GPS or the Global Positioning System is something that we use every day. From finding your local supermarket, checking your directions if you get lost or mapping out your daily commute to avoid traffic, GPS is with us everywhere we go. It has literally changed the way we work, play and live.
While billions of people use GPS in their car or on their phone, many don't know that a Black woman is behind the creation of it. That's right, Dr. Gladys West, a Black woman from Virginia was instrumental in creating the device we use today.
And now, she's finally getting her recognition that's long overdue.
In 2018, the now 91-year-old West was inducted into the Air Force Space and Missile Pioneers Hall of Fame by the United States Air Force during a ceremony at the Pentagon.
As a girl growing up in Dinwiddie County south of Richmond in the late 1930's early 1940's, all Gladys (maiden name, Brown) knew was that she didn’t want to work in the fields, picking tobacco, corn and cotton, or in a nearby factory, beating tobacco leaves into pieces small enough for cigarettes and pipes, as her parents did.

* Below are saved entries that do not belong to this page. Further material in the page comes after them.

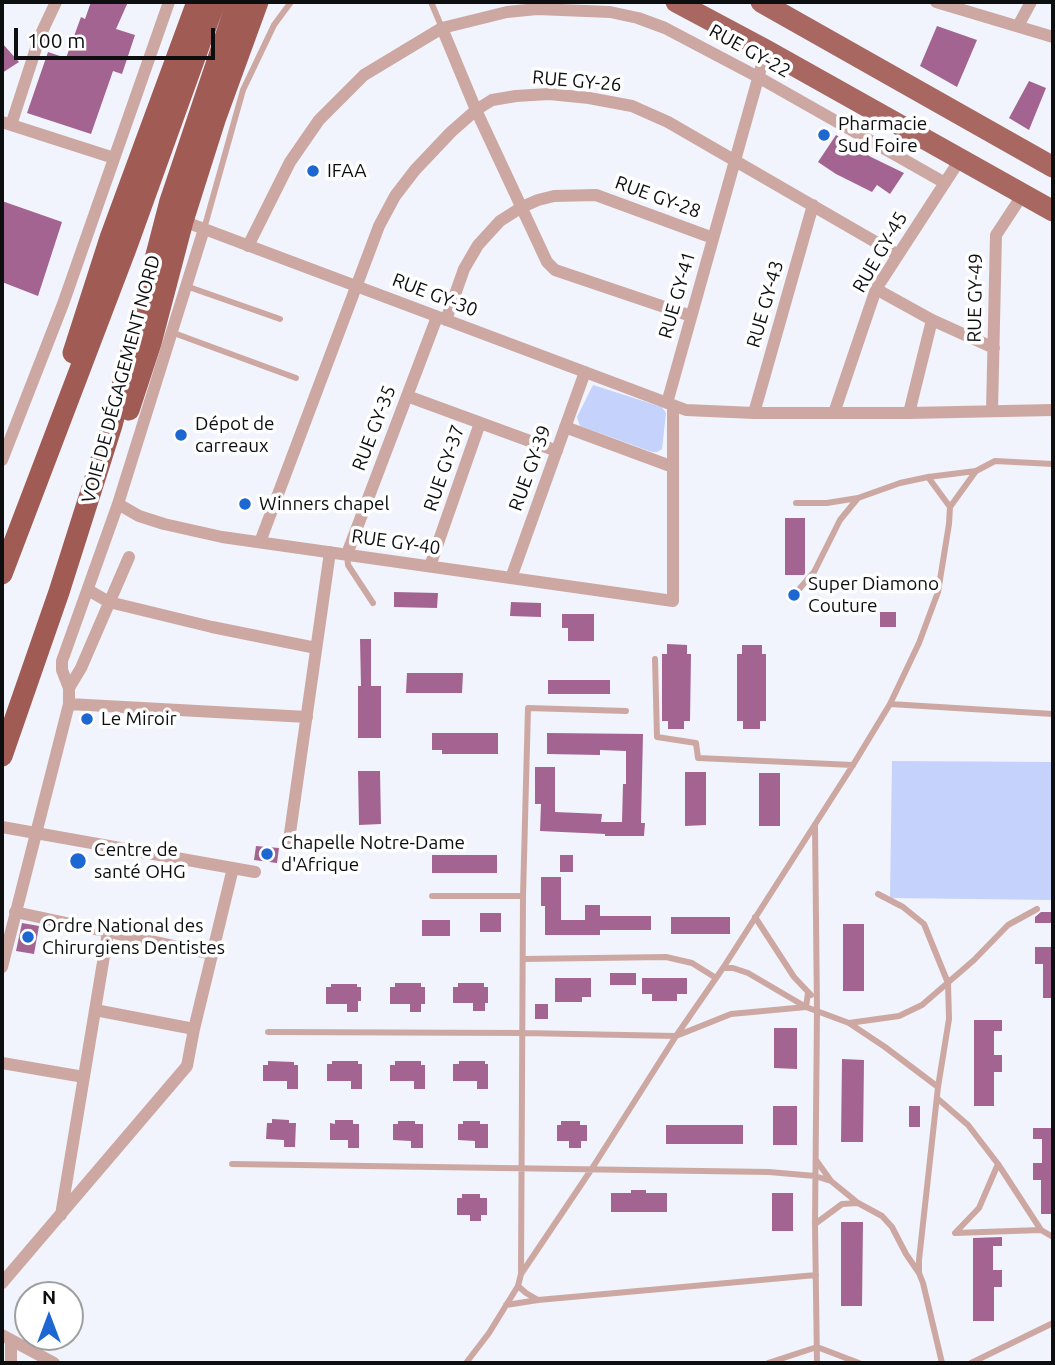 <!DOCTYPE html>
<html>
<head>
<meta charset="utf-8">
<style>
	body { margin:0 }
	#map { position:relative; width:1055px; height:1365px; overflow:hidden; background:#f1f4fc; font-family:Ubuntu,sans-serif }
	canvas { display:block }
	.frame { position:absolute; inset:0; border:4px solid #0d0e10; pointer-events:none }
	.north { position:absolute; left:14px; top:1281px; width:70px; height:70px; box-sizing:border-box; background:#fff; border:2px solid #9e9f9f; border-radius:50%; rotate:0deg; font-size:19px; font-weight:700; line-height:28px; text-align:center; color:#0d0e10 }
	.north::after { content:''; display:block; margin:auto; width:24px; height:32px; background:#1d67d2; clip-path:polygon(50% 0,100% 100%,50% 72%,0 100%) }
	.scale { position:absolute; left:14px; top:28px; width:201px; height:32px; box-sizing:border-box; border:4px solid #0d0e10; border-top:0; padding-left:9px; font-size:21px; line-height:24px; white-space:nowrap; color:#0d0e10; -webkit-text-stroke:5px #fff; paint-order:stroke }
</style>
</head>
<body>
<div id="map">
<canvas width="1055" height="1365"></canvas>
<div class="frame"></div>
<div class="north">N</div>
<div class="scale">100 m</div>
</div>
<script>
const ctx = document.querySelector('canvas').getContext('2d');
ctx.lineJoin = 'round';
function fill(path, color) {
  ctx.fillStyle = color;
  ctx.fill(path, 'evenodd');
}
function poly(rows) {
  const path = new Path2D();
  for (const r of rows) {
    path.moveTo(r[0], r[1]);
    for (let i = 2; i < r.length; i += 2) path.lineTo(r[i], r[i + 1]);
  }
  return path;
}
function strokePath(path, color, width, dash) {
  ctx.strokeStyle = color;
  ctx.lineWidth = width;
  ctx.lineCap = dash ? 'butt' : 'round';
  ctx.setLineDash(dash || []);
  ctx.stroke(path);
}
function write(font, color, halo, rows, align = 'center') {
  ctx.font = font + ' Ubuntu,sans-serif';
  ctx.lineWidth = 7;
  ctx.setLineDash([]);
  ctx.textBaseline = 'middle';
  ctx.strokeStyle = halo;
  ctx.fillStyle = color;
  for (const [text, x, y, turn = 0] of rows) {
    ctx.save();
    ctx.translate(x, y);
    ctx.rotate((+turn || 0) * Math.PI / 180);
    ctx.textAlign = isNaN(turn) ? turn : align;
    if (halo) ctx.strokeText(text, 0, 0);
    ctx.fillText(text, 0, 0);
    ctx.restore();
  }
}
const green = poly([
	[593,385,662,407,666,413,662,449,657,452,652,452,580,426,577,417],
	[892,761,1053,762,1053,900,890,898]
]);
const building = poly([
	[91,2,128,2,116,29,135,35,122,74,113,71,91,134,27,113,48,52,66,58,81,17,85,19],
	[937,26,977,40,957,87,920,66],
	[2,43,19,62,2,73],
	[1029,81,1046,88,1029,130,1009,118],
	[836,135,871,157,904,173,890,194,877,185,872,192,836,174,818,162],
	[2,201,62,222,38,296,2,282],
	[785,518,805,518,805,573,804,575,785,575],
	[394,592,438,593,437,608,394,607],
	[511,602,541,603,541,617,510,616],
	[880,612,896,612,896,627,880,627],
	[562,614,594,614,594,641,568,641,568,628,562,628],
	[360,639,371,639,371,686,381,686,381,738,358,738,358,686,361,686],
	[667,644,687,645,687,654,691,654,690,721,684,721,684,729,668,729,668,721,662,721,662,654,667,654],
	[742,645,762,645,762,654,766,654,766,721,760,721,760,729,743,729,743,721,737,721,737,654,742,654],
	[407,673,463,673,462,693,406,693],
	[548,680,610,680,610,694,548,694],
	[432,733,498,733,498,754,442,754,442,750,432,750],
	[547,733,643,734,641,823,645,823,644,836,605,836,605,834,540,831,541,804,535,804,535,767,555,767,555,812,602,814,601,822,622,822,623,784,626,784,626,751,600,750,600,755,547,754],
	[358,771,380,771,381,824,359,825],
	[685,772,706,772,706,825,685,826],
	[759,773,780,773,780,826,759,826],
	[256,846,279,848,277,863,254,860],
	[432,855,497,855,497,873,432,873],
	[560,855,573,855,573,872,560,872],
	[541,877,561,877,561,920,585,920,585,905,600,905,600,916,651,916,651,930,600,930,600,935,545,935,545,906,541,906],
	[1041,912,1053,912,1053,923,1035,923,1035,917],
	[480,913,501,913,501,932,480,932],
	[671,917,730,917,730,934,671,934],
	[422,920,450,920,450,936,422,936],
	[22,923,39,926,34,954,16,951],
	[843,924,864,924,864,991,843,991],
	[1035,947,1053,947,1053,998,1043,998,1043,964,1035,964],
	[610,973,636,973,636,985,610,985],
	[555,978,591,978,591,997,582,997,582,1002,555,1002],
	[642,978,687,978,687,994,677,994,677,1001,652,1001,652,994,642,994],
	[395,983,421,983,421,987,425,987,425,1004,421,1004,421,1012,410,1012,410,1004,390,1004,390,987,395,987],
	[458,983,484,983,484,987,488,987,488,1003,485,1003,485,1011,473,1011,473,1003,453,1003,453,987,458,987],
	[331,984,357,984,357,987,361,987,361,1001,358,1001,358,1012,347,1012,347,1004,326,1004,326,987,331,987],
	[535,1004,548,1004,548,1019,535,1019],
	[974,1020,1002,1020,1002,1031,994,1031,994,1055,1002,1055,1002,1072,994,1072,994,1106,974,1106],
	[774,1028,797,1028,797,1069,774,1068],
	[842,1059,864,1060,863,1142,841,1142],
	[268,1061,294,1062,294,1065,298,1065,298,1089,287,1089,287,1081,263,1081,263,1065,268,1065],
	[332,1061,358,1061,358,1064,362,1064,362,1089,351,1089,351,1081,327,1081,327,1064,332,1064],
	[395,1061,421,1061,421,1065,425,1065,425,1089,414,1089,414,1081,390,1081,390,1065,395,1065],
	[459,1061,485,1061,485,1064,488,1064,488,1089,477,1089,477,1081,453,1081,453,1064,459,1064],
	[773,1106,797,1106,797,1145,773,1145],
	[909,1106,920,1106,920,1127,909,1127],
	[272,1119,289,1120,289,1123,296,1123,295,1147,284,1147,284,1140,266,1139,267,1123,272,1123],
	[335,1120,353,1120,353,1124,359,1124,359,1148,348,1148,348,1140,330,1140,330,1123,335,1124],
	[398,1121,415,1121,415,1124,423,1124,423,1148,411,1148,411,1141,393,1140,393,1124,398,1124],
	[463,1121,480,1121,480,1124,488,1124,488,1148,475,1148,475,1141,458,1140,458,1124,463,1124],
	[561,1121,580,1121,580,1125,587,1125,587,1141,581,1141,581,1148,569,1148,569,1141,557,1141,557,1125,561,1125],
	[666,1125,743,1125,743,1144,666,1144],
	[1033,1128,1053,1128,1053,1214,1041,1214,1041,1180,1033,1180,1033,1163,1042,1163,1042,1139,1033,1139],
	[631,1190,646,1190,646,1193,667,1193,667,1212,611,1212,611,1193,631,1193],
	[772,1193,793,1193,793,1231,772,1231],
	[462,1194,480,1194,480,1198,487,1198,487,1215,481,1215,481,1221,470,1221,470,1215,457,1215,457,1198,462,1198],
	[841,1222,863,1222,862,1306,841,1306],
	[1002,1237,1002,1246,993,1246,993,1270,1002,1270,1002,1287,994,1287,994,1321,973,1321,973,1238]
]);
const service = poly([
	[431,2,442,28],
	[204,229,243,90,274,25,291,2],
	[186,286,280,319],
	[171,332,296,378],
	[928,477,950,507],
	[796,503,827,503,858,498],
	[347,554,348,565,373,603],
	[794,595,814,572,840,520,858,498,900,483,928,477,976,471,995,461,1053,464],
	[655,659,657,737,696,743,698,758,853,765],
	[890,704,1053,714],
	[815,826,817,1011,815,1224,817,1363],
	[878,894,903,907,924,924,948,983,949,1019,938,1087,919,1260,919,1273],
	[432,896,523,896],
	[755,917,794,977,811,995],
	[523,959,666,957,692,963,716,978],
	[723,968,733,968,748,973,806,1007,849,1023,885,1047,938,1087],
	[849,1023,899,1016,922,1005,974,960,1008,925,1037,909],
	[268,1032,523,1033,676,1036,731,1014,806,1007,808,993],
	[938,1099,968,1125,998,1164,1041,1230,1053,1237],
	[816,1160,831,1181,858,1203,882,1216,892,1227,906,1254,919,1273,923,1283,942,1363],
	[232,1164,769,1172,815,1176,831,1181],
	[998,1164,979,1208,955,1233,1041,1230],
	[815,1224,842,1204,858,1203],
	[521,1272,523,896,528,708,626,711],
	[518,1286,526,1293,538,1300],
	[506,1305,538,1300,816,1275],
	[466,1363,489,1333,518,1286,521,1274,591,1170,676,1036,723,968,853,765,890,704,919,643,938,592,949,524,950,507,976,471],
	[768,1363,817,1347,859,1363],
	[971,1363,1053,1323]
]);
const minor = poly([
	[936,2,1053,37],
	[1018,26,1031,2],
	[442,28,476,110,547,262,555,270,691,316],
	[2,122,114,158],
	[11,125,40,36,56,2],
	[183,221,686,410,754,413,909,413,1053,410],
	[248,246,290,162,319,120,364,75,442,28,507,12,537,9,610,12,638,18,665,28,758,77,945,183],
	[876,289,932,320,994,348],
	[446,320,464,269,478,245,500,221,522,207,538,200,554,196,596,195,713,238],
	[407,396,557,451],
	[667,403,766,50],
	[992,411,996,235,1023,194],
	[754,413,813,205],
	[834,413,876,289,961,158],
	[909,413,932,320],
	[565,427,673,467],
	[2,460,63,304,169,2],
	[118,504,139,516,164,524,222,537,673,601,673,405],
	[260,542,379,226,395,196,415,170,451,132,476,110,492,100,516,96,549,94,589,98,632,106,668,122,898,255],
	[347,554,437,317],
	[430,566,480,423],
	[511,578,585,372],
	[88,590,109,602,212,627,316,648],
	[69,688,81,668,129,557],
	[69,704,307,717],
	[2,827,255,872],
	[289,840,330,552],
	[15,912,212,954],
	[2,967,69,704,69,688,62,670,62,661,118,504,204,229],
	[95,1010,194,1029],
	[2,1063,84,1077],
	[61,1215,108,932],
	[2,1283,187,1066,194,1029,233,868],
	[2,1335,54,1363],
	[11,1363,11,1340]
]);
const primary = poly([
	[676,2,766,50,1053,211],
	[761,2,1053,167]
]);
const trunk = poly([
	[73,353,110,238,197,2],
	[129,410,151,343,183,221,215,120,258,2],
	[2,574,127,246,215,2],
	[2,756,59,592,112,425,170,201,237,2]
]);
const markers = [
	[824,135,7,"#1d67d2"],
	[313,171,7,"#1d67d2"],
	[181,435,7,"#1d67d2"],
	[245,504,7,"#1d67d2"],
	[794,595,7,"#1d67d2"],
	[87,719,7,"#1d67d2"],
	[267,854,7,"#1d67d2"],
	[78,861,9,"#1d67d2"],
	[28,937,7,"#1d67d2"]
];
const streetNames = [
	["RUE GY-22",750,51,29],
	["RUE GY-26",577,81,5],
	["RUE GY-28",658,197,20],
	["RUE GY-45",880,252,-60],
	["RUE GY-30",435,295,21],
	["RUE GY-41",677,295,-74],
	["RUE GY-49",975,298,-89],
	["RUE GY-43",765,304,-74],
	["VOIE DE DÉGAGEMENT NORD",121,379,-75],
	["RUE GY-35",374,428,-69],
	["RUE GY-37",444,468,-71],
	["RUE GY-39",530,468,-70],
	["RUE GY-40",396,542,8]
];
const poiNames = [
	["Pharmacie",838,124],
	["Sud Foire",838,146],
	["IFAA",327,171],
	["Dépot de",195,424],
	["carreaux",195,446],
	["Winners chapel",259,504],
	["Super Diamono",808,584],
	["Couture",808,606],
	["Le Miroir",101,719],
	["Chapelle Notre-Dame",281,843],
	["d'Afrique",281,865],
	["Centre de",94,850],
	["santé OHG",94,872],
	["Ordre National des",42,926],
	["Chirurgiens Dentistes",42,948]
];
fill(green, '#c5d2fc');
fill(building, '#a36491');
strokePath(service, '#cda8a3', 6);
strokePath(minor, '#cda8a3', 12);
strokePath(primary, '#a86760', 21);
strokePath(trunk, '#a05b54', 21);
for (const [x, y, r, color] of markers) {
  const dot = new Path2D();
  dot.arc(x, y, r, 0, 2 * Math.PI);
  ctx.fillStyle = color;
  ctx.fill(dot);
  strokePath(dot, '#fff', 2.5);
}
write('19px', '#0d0e10', '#fff', streetNames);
write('19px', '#0d0e10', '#fff', poiNames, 'left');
</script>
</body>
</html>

“I realized I had to get an education to get out,” she said.
When she learned that the valedictorian and salutatorian from her high school would earn a scholarship to Virginia State College (now University), she studied hard and graduated at the top of her class.
She got her free ticket to college, majored in math and taught two years in Sussex County before she went back to school for her master’s degree.
In 1956 West began to work at Naval Surface Warfare Center Dahlgren Division, where she was the second black woman ever to be employed. West began to collect data from satellites, eventually leading to the development of Global Positioning System. Her supervisor Ralph Neiman recommended her as project manager for the Seasat radar altimetry project, the first satellite that could remotely sense oceans. In 1979, Neiman recommended West for commendation. West was a programmer in the Dahlgren Division for large-scale computers and a project manager for data-processing systems used in the analysis of satellite data.
In 1986, West published "Data Processing System Specifications for the Geosat Satellite Radar Altimeter", a 60-page illustrated guide. The Naval Surface Weapons Center (NSWC) guide was published to explain how to increase the accuracy of the estimation of "geoid heights and vertical deflection", topics of satellite geodesy. This was achieved by processing the data created from the radio altimeter on the Geosat satellite which went into orbit on 12 March 1984. She worked at Dahlgren for 42 years, retiring in 1998. Her contributions to GPS were only uncovered when a member of West's sorority, Alpha Kappa Alpha, read a short biography West had submitted for an alumni function.
West's humble nature actually kept people from knowing how instrumental she was in the development of the device for decades. West admits that she had no idea, at the time, when she was recording satellite locations and doing accompanying calculations—that her work would affect so many.
“When you’re working every day, you’re not thinking, ‘What impact is this going to have on the world?’ You’re thinking, ‘I’ve got to get this right,’” she says.
And get it right she did, according to...
... those who worked with her or heard about her.
Ralph Neiman, her department head in 1979, acknowledged those skills in a commendation he recommended for West, project manager for the Seasat radar altimetry project. Launched in 1978, Seasat was the first satellite designed for remote sensing of oceans with synthetic aperture radar.
In a 2017 message about Black History Month, Capt. Godfrey Weekes, then-commanding officer at the Naval Surface Warfare Center Dahlgren Division, described the “integral role” played by West.
“She rose through the ranks, worked on the satellite geodesy [science that measures the size and shape of Earth] and contributed to the accuracy of GPS and the measurement of satellite data,” he wrote. “As Gladys West started her career as a mathematician at Dahlgren in 1956, she likely had no idea that her work would impact the world for decades to come.”
“I was ecstatic,” she said. “I was able to come from Dinwiddie County and be able to work with some of the greatest scientists working on these projects.”